Als Cousin des amtierenden Königs und Ehemann von dessen Schwester verfügt der 70-Jährige über eine privilegierte Position in dem Inselstaat. Das Atelier des Scheichs ist ein Anwesen mit eigenem Fuhrpark und Gestüt, bei der Eröffnung einer lokalen Kunstausstellung steht Al Khalifa selbstredend im Mittelpunkt. Schreiben Sie, ich sei ein Botschafter der Kunst, sagt er im Innenhof seiner Rak Art Foundation, quasi als Auftrag. Und zwar ein Botschafter im doppelten Sinne: in Bahrain selbst für die Anliegen der Kunst und im Ausland als Vertreter eines Landes, das eine der ersten Hochkulturen hervorbrachte und dessen Kunstszene langsam versucht, im arabischen Raum und international Fuß zu fassen.
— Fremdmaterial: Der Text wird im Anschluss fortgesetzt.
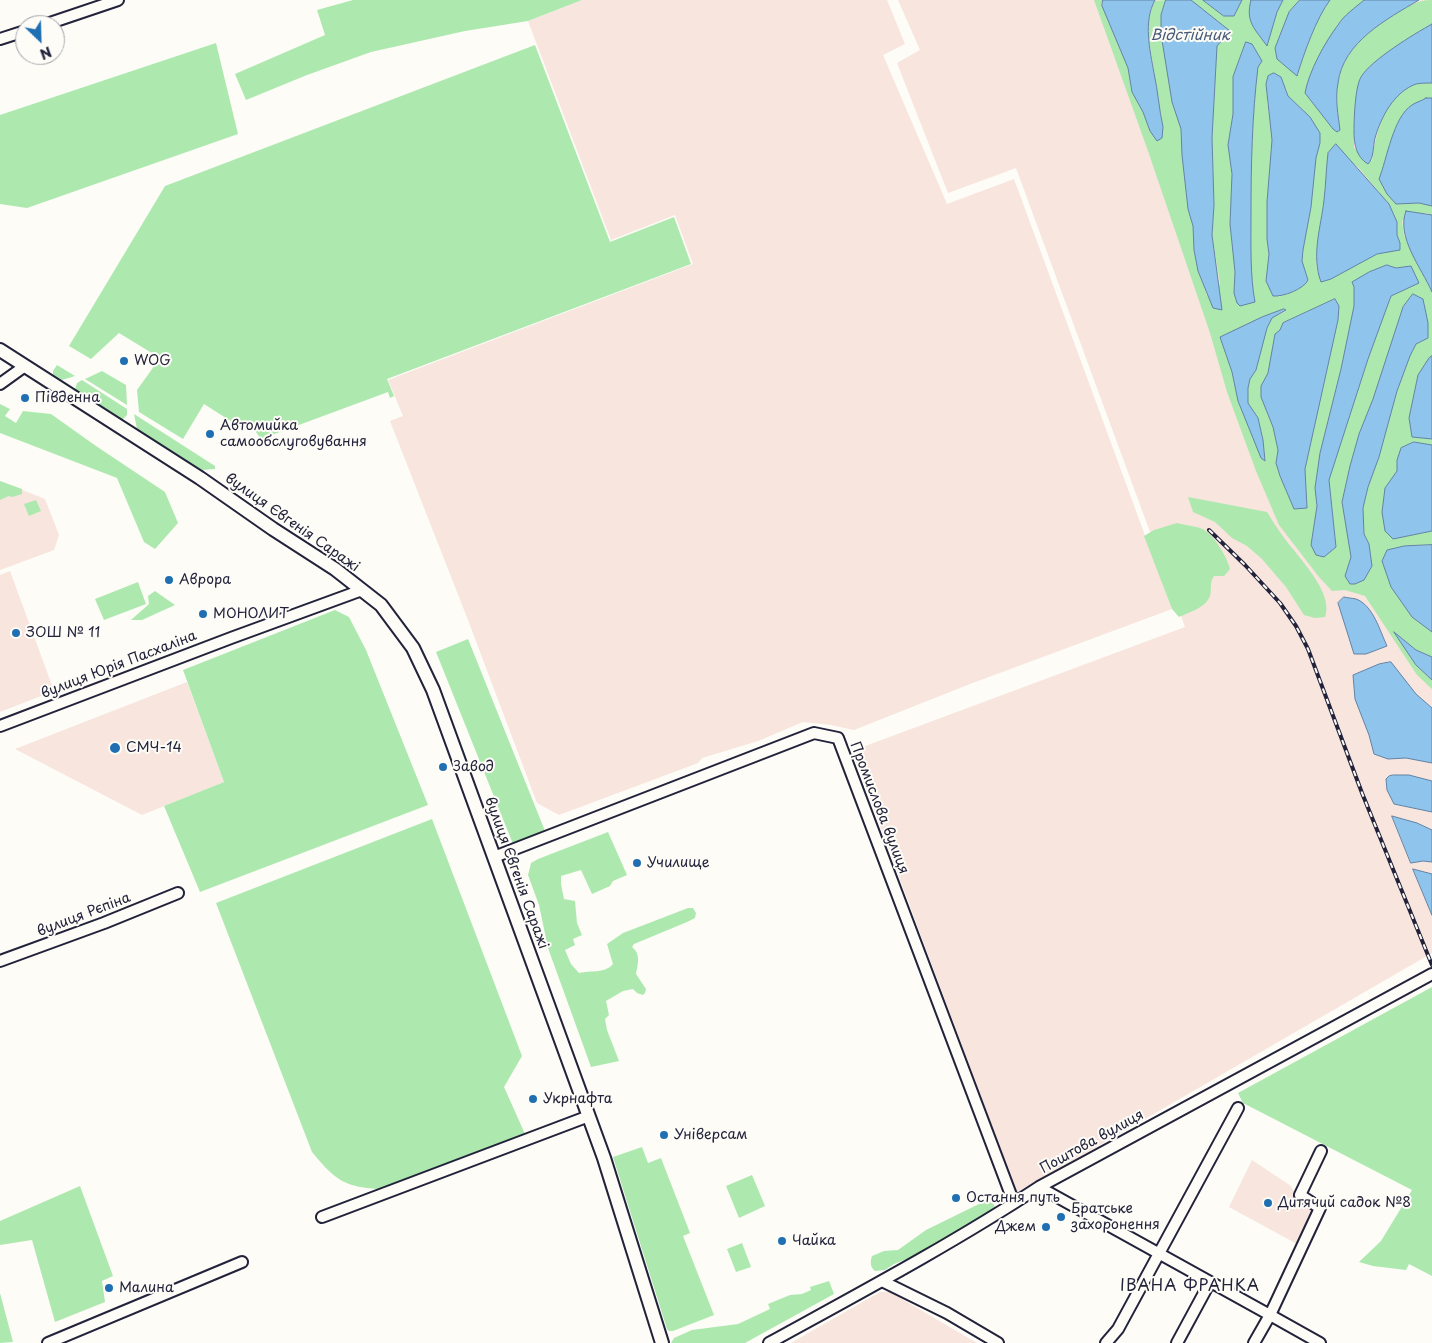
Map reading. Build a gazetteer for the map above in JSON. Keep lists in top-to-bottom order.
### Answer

Zwischen 2500 und 1700 vor Christus lag Dilmun (so der historische Namen des Inselverbunds) entlang der Handelsroute von Mesopotamien ins Industal. Im Gilgamesch-Epos wird Dilmun ob seiner Süßwasserquellen gar als Paradies beschrieben. Heute künden von der lange zurückliegenden Blütezeit noch zehntausende bis zu 20 Meter hohe Grabhügel, deren schönste Beigaben im Nationalmuseum ausgestellt sind. Touristisch erschlossen sind die Grabfelder nicht, Autobahnen verlaufen quer durch sie hindurch. Nicht nur die Gegenwartskunst betreffend ist in Bahrain noch viel zu tun, auch bezüglich des Kulturerbes wacht der Inselstaat erst langsam auf. (Stephan Hilpold aus Bahrain, 17.8.2022)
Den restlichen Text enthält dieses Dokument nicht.